Aside from the plot, I didn't particularly enjoy the book. As a reader who likes literary writing, beautiful language and meaningful cultural commentary, My Sister, the Serial Killer doesn't make it out on top. This book made me question whether I like first-person narratives, as Korede's perspective grated on me almost as much as did the first-person narrative in Eleanor Oliphant is Completely Fine: a book I enthusiastically cast aside after 50 pages. Too much is said in this first-person narrative; Korede states feelings or thoughts that the reader would already have picked up on. This makes her emotions seem mechanical, performed, rather than deep and relatable. 

Skilful writing leaves things unsaid at the right time, it's in those gaps that the reader applies common human experience, emotion or even plain knowledge of what's gone before in the text (Braithwaite sometimes states things, through Korede, that the reader already knows). Reading between the lines is what engages readers with texts because this makes the reader needed. When everything is stated and nothing hinted at, the result is a disappointing distance between reader and text. 

The book feels like a first draft, written to figure out the plot, secondary characters and dialogue: aspects which are successful. Another version would be more intentional with language and metaphor, more effective with its themes and would create a more interesting Korede. This version would live up to the killer title.


Some reviewers have argued a strong sense of place. The story is set in Lagos and whilst we do get some interesting details attesting to that fact - Nigerian gestures, dress and speaking styles are littered throughout the book - the sense of place is not as strong as other books set in Lagos such as Chimamanda Ngozi Adichie and Ayòbámi Adébáyò's works, whose novels are about Lagos as much as they are about plot. I fell in love with Adichie's and Adébáyò's Lagos and learned so much from their novels about cultures different to my own, but it was equally powerful for Braithwaite to scatter Nigerian references through the book without positioning it within any political contexts or grounding it too heavily in place just because it is a non-Western setting!

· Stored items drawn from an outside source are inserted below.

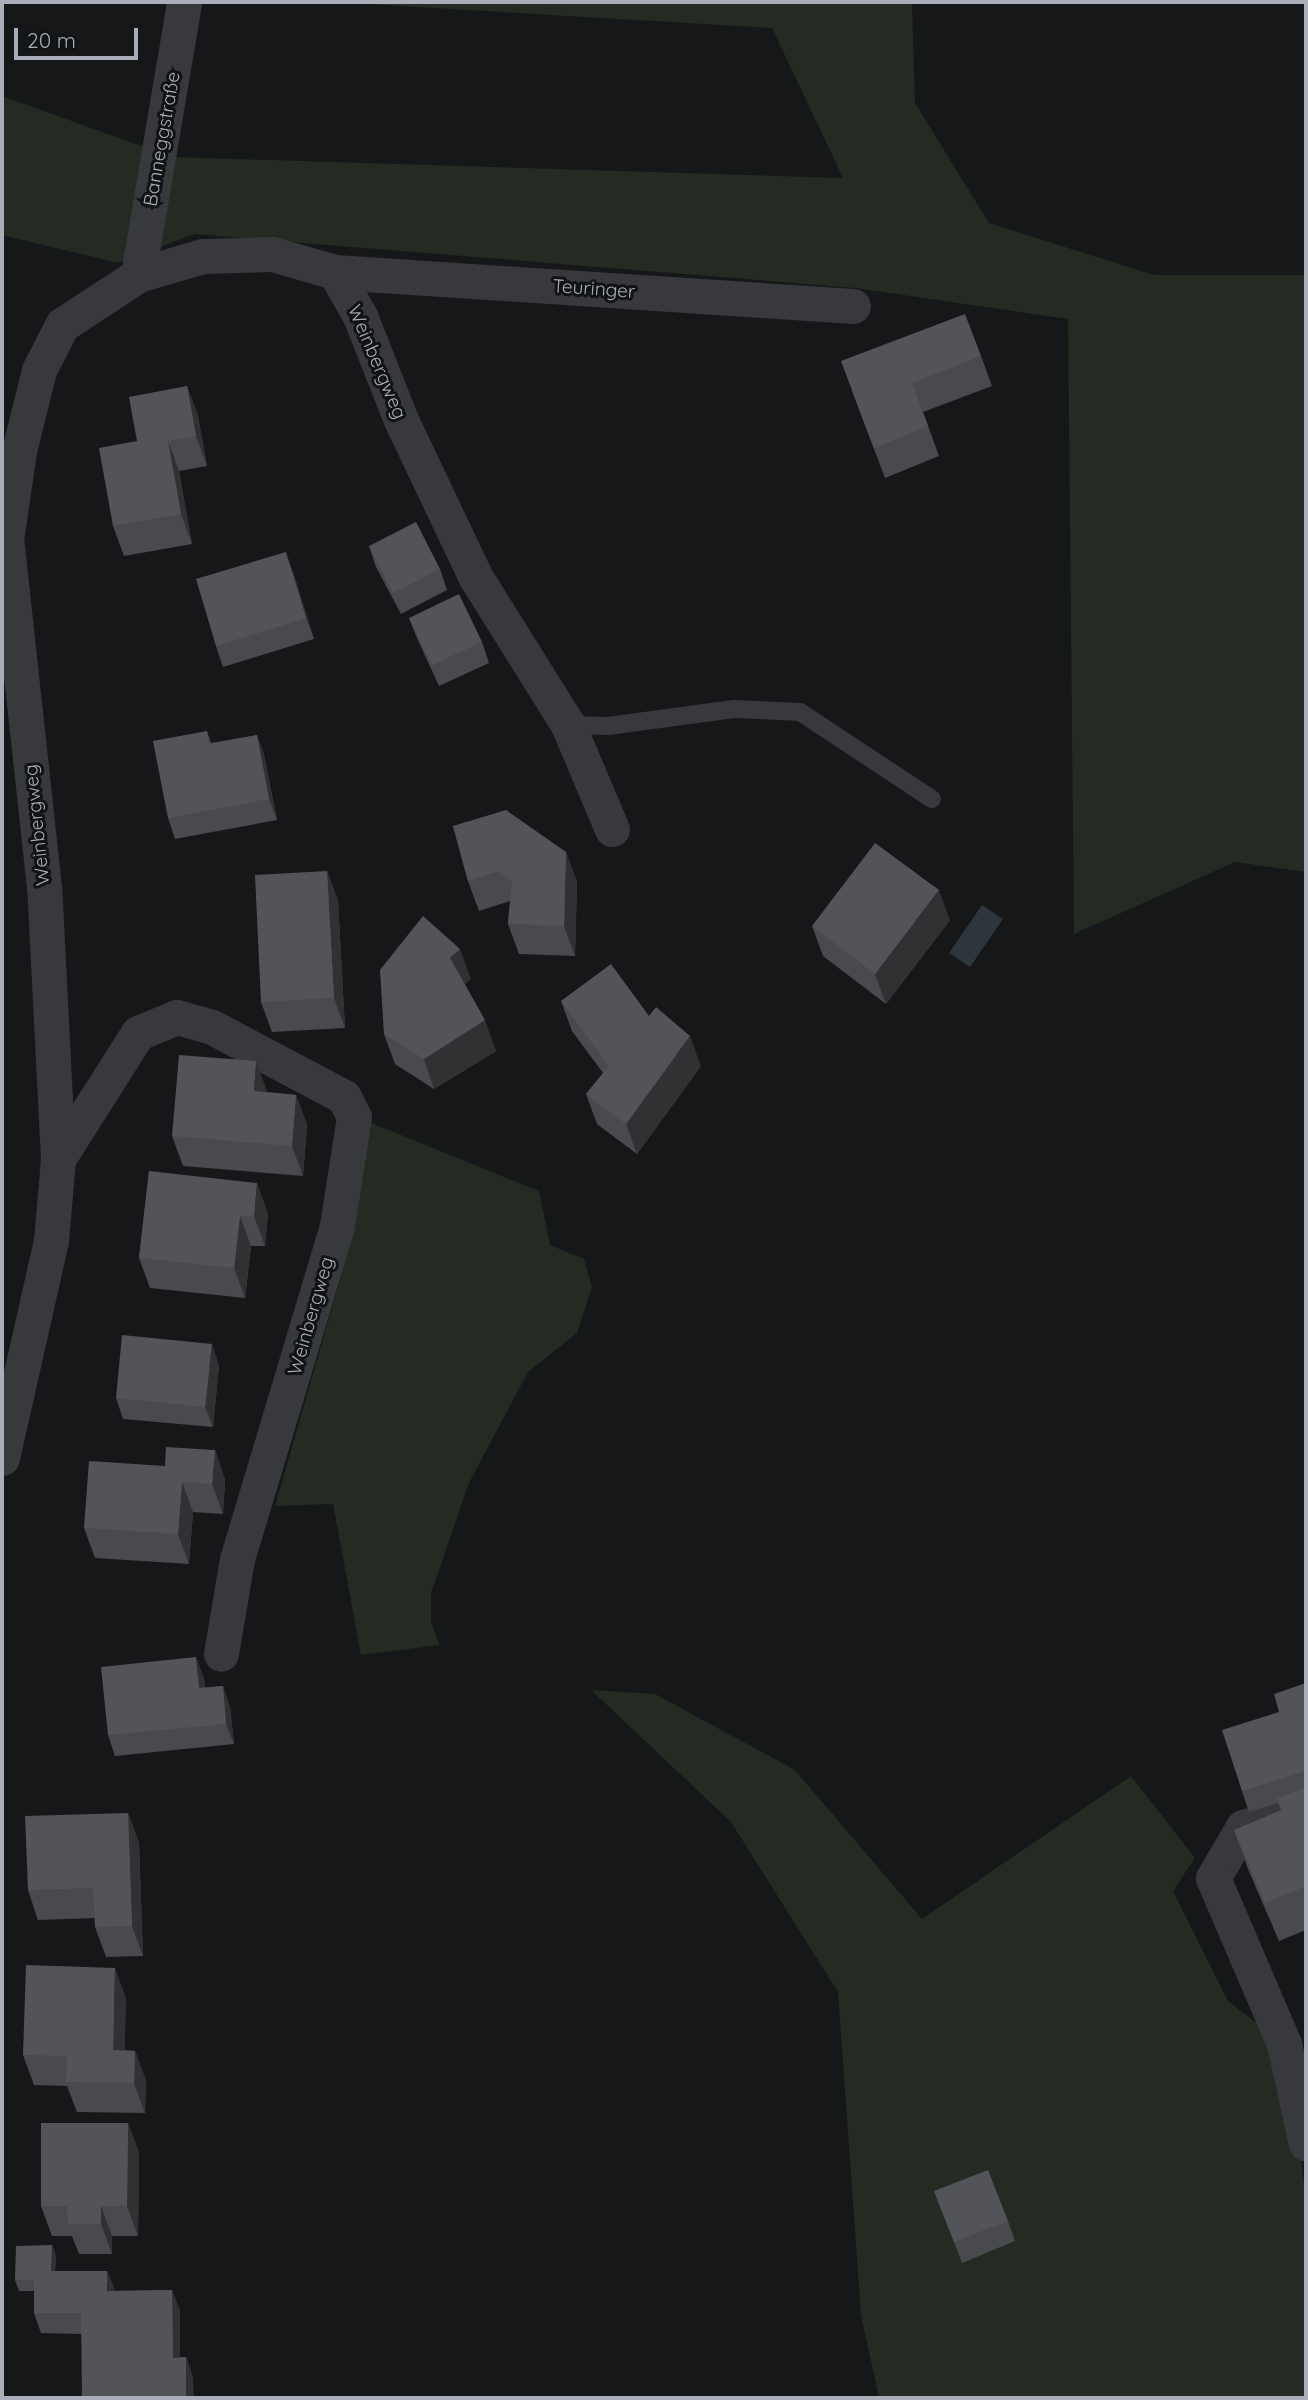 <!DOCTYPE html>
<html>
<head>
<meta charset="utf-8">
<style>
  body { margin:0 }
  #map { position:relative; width:1308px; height:2400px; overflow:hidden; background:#161718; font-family:Quicksand,sans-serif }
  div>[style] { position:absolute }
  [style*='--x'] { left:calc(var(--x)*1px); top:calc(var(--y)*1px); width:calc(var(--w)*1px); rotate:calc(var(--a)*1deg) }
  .green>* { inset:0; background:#232b23 }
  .water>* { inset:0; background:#2d363c }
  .service>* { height:18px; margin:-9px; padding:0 9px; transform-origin:9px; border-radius:9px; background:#38393d }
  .minor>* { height:35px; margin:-17.5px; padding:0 17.5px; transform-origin:17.5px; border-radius:17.5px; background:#38393d }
  .wall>* { inset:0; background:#484a4d }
  .shaded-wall>* { inset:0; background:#303133 }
  .building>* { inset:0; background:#535459 }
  span { translate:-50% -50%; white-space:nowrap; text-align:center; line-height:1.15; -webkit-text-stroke:6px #111213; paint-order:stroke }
  .street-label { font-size:19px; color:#a9aeb8 }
  .frame { position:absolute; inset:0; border:4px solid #a9aeb8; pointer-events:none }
  .scale { position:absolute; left:14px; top:28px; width:124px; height:32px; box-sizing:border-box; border:4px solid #a9aeb8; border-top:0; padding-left:9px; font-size:21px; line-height:24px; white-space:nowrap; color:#a9aeb8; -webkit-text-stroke:5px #111213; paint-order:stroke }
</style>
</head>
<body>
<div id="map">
  <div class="green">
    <i style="clip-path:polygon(332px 2px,912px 2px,915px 103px,989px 223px,1154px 275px,1306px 275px,1306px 872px,1235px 862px,1074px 934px,1068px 319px,855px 288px,194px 234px,118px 263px,2px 235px,2px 96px,172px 157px,843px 178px,772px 28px)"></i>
    <i style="clip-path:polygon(369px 1122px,539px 1191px,550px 1245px,584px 1259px,592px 1287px,577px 1333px,528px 1372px,469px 1483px,431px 1593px,431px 1623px,440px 1645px,361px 1655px,333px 1504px,275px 1506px,349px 1249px)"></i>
    <i style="clip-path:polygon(591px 1690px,655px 1694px,795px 1770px,922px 1919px,1131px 1776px,1195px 1858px,1173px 1891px,1228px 2001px,1284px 2044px,1306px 2197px,1306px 2398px,879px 2398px,861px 2315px,838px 1992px,731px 1822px)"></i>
  </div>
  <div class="water">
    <i style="clip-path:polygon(982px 905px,1003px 919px,970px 967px,949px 953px)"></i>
  </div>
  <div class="service">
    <i style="--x:568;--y:725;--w:40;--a:1.4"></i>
    <i style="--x:608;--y:726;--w:127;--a:-7.7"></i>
    <i style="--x:734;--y:709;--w:66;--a:2.6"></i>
    <i style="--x:800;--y:712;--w:158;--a:33.4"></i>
  </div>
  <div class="minor">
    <i style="--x:335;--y:272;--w:519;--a:3.76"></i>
    <i style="--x:138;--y:275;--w:277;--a:-80.4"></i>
    <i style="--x:58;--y:1159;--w:149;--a:-57.6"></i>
    <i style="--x:138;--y:1033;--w:42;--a:-22.3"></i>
    <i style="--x:177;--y:1017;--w:36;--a:16"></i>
    <i style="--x:212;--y:1027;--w:149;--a:27.9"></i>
    <i style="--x:344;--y:1097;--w:22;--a:63"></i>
    <i style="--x:354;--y:1117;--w:110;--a:98.9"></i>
    <i style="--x:337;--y:1226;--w:348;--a:106.7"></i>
    <i style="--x:237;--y:1559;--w:96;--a:99.6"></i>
    <i style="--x:2;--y:1458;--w:222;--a:-77.3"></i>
    <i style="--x:51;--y:1241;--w:82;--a:-85.1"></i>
    <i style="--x:58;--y:1159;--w:272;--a:-92.9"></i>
    <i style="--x:44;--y:887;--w:349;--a:-96.2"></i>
    <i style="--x:6;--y:540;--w:90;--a:-81.7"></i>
    <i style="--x:19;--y:451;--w:83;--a:-76.1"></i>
    <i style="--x:39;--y:370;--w:51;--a:-62.9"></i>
    <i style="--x:62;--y:325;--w:91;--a:-33.3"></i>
    <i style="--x:138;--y:275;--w:68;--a:-16.3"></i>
    <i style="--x:203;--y:256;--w:69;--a:-1.7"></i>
    <i style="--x:272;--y:254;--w:66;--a:15.9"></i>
    <i style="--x:335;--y:272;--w:51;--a:60.4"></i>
    <i style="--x:360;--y:316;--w:112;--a:68.5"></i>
    <i style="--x:401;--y:420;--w:173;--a:64.6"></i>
    <i style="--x:475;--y:576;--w:176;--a:58"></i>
    <i style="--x:568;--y:725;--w:113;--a:67.1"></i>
    <i style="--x:1306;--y:1808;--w:66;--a:163.2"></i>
    <i style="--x:1243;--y:1827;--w:59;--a:120.5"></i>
    <i style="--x:1213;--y:1878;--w:181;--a:66.8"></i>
    <i style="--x:1284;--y:2044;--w:102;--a:77.6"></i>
  </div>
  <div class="wall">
    <i style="clip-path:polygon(981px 356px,992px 386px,923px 412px,939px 456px,885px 478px,852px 391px)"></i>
    <i style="clip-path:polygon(187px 386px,198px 416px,207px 466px,179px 471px,192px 544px,124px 556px,113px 526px,137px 441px)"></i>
    <i style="clip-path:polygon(369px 546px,440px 569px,447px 590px,401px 614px,376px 567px)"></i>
    <i style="clip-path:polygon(293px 572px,314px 639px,223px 667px,216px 646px)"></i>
    <i style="clip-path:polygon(409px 618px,482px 642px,489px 663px,439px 686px,417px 638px)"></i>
    <i style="clip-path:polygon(207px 731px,211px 743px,257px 735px,264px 755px,277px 820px,175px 839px,168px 818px)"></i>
    <i style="clip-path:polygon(453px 826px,566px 852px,577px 882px,575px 956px,519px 954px,508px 924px,510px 901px,479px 911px,468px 881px)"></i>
    <i style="clip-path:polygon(327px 871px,338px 901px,345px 1028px,272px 1032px,261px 1002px)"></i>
    <i style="clip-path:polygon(950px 920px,886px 1004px,823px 956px,812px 926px)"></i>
    <i style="clip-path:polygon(471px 979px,465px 984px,496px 1051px,434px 1089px,395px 1064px,384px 1034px)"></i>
    <i style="clip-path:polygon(561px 1001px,701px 1066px,637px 1154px,597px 1124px,586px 1094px,603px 1073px,572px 1031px)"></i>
    <i style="clip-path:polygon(267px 1091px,267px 1092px,296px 1095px,307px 1125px,303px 1176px,183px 1166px,172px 1136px)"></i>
    <i style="clip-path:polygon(149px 1171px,268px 1213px,265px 1246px,251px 1246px,245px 1298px,150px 1288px,139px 1258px)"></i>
    <i style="clip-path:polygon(219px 1365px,213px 1427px,123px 1419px,116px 1398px)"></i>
    <i style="clip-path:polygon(215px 1450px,225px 1480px,223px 1514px,193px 1512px,189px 1564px,95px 1558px,84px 1528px,165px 1466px)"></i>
    <i style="clip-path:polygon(204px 1678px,205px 1688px,223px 1686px,230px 1707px,234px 1744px,115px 1756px,108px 1735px)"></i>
    <i style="clip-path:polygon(1306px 1683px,1306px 1930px,1279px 1941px,1248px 1869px,1234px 1830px,1281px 1810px,1278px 1803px,1249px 1812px,1242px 1791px,1279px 1712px)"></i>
    <i style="clip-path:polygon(128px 1813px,139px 1843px,143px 1956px,106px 1957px,95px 1927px,95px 1918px,38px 1920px,28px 1890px)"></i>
    <i style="clip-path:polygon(126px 1998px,124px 2050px,135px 2051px,146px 2081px,145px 2113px,77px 2112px,67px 2086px,34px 2085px,23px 2055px)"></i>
    <i style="clip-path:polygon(128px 2123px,139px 2153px,138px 2236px,112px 2236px,112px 2254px,79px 2254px,72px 2236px,52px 2236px,41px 2206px)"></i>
    <i style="clip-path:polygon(934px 2191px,1008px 2221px,1015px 2241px,962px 2263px)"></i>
    <i style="clip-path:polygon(52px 2245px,56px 2256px,55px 2271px,107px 2271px,115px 2291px,172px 2290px,180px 2311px,180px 2357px,186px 2357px,193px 2378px,81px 2334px,41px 2333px,34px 2313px,34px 2291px,19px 2291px,15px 2280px)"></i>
  </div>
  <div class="shaded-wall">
    <i style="clip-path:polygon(187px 386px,198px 416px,207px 466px,196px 436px)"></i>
    <i style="clip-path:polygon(168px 441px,179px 471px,192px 544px,181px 514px)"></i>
    <i style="clip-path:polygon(286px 552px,293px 572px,314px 639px,306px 618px)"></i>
    <i style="clip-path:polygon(257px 735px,264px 755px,277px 820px,269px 799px)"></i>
    <i style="clip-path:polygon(566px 852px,577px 882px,575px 956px,564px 926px)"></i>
    <i style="clip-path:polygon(327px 871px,338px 901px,345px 1028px,334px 998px)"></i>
    <i style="clip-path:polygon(939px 890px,950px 920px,886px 1004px,875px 974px)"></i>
    <i style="clip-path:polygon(460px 949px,471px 979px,461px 988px,450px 958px)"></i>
    <i style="clip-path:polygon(485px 1020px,496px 1051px,434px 1089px,424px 1059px)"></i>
    <i style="clip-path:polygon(690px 1036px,701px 1066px,637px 1154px,626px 1124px)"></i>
    <i style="clip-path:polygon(256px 1061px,267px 1091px,265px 1121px,254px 1091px)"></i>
    <i style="clip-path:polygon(296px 1095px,307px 1125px,303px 1176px,292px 1146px)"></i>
    <i style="clip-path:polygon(257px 1183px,268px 1213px,265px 1246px,254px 1216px)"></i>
    <i style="clip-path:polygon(240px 1216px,251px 1246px,245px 1298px,234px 1268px)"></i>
    <i style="clip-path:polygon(212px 1344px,219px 1365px,213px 1427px,205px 1407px)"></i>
    <i style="clip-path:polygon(215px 1450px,225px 1480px,223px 1514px,212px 1484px)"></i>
    <i style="clip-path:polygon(182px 1482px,193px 1512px,189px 1564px,178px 1534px)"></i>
    <i style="clip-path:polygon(196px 1657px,204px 1678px,207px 1709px,199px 1688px)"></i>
    <i style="clip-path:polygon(223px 1686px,230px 1707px,234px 1744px,226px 1724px)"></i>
    <i style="clip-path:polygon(128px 1813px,139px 1843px,143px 1956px,132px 1926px)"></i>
    <i style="clip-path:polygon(115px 1968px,126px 1998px,124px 2080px,113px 2050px)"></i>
    <i style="clip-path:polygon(135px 2051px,146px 2081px,145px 2113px,134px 2083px)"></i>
    <i style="clip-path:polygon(128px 2123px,139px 2153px,138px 2236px,127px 2206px)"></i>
    <i style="clip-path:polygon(101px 2206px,112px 2236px,112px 2254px,101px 2224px)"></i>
    <i style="clip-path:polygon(52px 2245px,56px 2256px,54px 2291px,50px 2280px)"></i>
    <i style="clip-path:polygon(107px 2271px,115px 2291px,107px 2291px)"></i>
    <i style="clip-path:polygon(172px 2290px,180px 2311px,180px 2378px,173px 2358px)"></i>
    <i style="clip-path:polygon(186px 2357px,193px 2378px,194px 2398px,186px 2398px)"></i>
  </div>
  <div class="building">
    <i style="clip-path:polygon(965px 314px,981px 356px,912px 383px,928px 426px,874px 448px,841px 361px)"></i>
    <i style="clip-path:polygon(187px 386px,196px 436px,168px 441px,181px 514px,113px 526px,99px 448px,137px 441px,129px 397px)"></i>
    <i style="clip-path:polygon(416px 522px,440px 569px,393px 593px,369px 546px)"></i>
    <i style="clip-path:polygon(286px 552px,306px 618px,216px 646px,196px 579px)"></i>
    <i style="clip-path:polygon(459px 594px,482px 642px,432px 665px,409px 618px)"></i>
    <i style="clip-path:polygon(207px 731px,209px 744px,257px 735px,269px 799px,168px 818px,153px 741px)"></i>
    <i style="clip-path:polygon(506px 810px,566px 852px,564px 926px,508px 924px,512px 882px,499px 871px,468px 881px,453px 826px)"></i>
    <i style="clip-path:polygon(875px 843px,939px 890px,875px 974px,812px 926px)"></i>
    <i style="clip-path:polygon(327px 871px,334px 998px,261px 1002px,255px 875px)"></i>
    <i style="clip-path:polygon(423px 916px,460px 949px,450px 958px,485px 1020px,424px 1059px,384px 1034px,380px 970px)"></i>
    <i style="clip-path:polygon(611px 964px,649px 1016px,656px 1007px,690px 1036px,626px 1124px,586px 1094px,609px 1066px,561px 1001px)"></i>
    <i style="clip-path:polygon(179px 1055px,256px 1061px,254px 1091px,296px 1095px,292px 1146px,172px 1136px)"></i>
    <i style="clip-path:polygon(149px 1171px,257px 1183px,254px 1216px,240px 1216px,234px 1268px,139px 1258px)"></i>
    <i style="clip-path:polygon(122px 1335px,212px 1344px,205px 1407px,116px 1398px)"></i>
    <i style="clip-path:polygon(166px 1447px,215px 1450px,212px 1484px,182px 1482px,178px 1534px,84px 1528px,89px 1461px,165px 1466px)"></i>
    <i style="clip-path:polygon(196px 1657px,199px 1688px,223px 1686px,226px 1724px,108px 1735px,101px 1667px)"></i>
    <i style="clip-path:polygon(1306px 1683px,1306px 1771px,1242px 1791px,1222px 1730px,1279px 1712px,1274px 1694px)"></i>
    <i style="clip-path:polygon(1306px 1787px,1306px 1886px,1265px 1903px,1234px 1830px,1282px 1810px,1277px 1799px)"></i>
    <i style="clip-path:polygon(128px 1813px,132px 1926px,95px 1927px,93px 1888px,28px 1890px,25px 1816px)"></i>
    <i style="clip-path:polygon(26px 1965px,115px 1968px,113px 2050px,135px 2051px,134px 2083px,66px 2082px,67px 2056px,23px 2055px)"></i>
    <i style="clip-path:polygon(41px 2123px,128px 2123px,127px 2206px,101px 2206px,101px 2224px,68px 2224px,67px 2206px,41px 2206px)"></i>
    <i style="clip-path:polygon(988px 2170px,1008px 2221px,954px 2242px,934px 2191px)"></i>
    <i style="clip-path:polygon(52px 2245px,51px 2271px,34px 2271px,34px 2280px,15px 2280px,16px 2246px)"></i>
    <i style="clip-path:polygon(34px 2271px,107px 2271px,107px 2291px,172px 2290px,173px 2358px,186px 2357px,186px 2398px,82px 2398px,81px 2313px,34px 2313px)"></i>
  </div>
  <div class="street-label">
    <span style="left:162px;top:139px;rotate:-80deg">Banneggstraße</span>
    <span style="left:594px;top:289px;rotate:4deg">Teuringer</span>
    <span style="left:377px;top:362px;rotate:67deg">Weinbergweg</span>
    <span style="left:37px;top:825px;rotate:-96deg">Weinbergweg</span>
    <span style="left:311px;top:1316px;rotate:-74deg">Weinbergweg</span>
  </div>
  <div class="frame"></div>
  <div class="scale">20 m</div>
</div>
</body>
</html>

We absolutely shouldn't rely on fiction authors to teach us about places and cultures we don't know well; that learning is on us. I think it is powerful to have casual representation of places, people and cultures that haven't previously been represented in publishing; these representations are normalised through this casualness.
However, it is interesting to think about how the novel's very setting - Lagos - enables the plot. In a world saturated with forensically-savvy crime dramas, it seems kind of crazy that the sisters get away with covering up so many murders, but My Sister, the Serial Killer is a comment on corrupt and poorly-funded policing systems beyond the Western context we're familiar with from TVPart of me wanted this theme to be explored more deeply, but it was right for the book to only provide a light touch on its many themes as the fun and quirky plot is what this book is really about.  

In summary, My Sister, the Serial Killer is worth a read and is suitably enjoyable.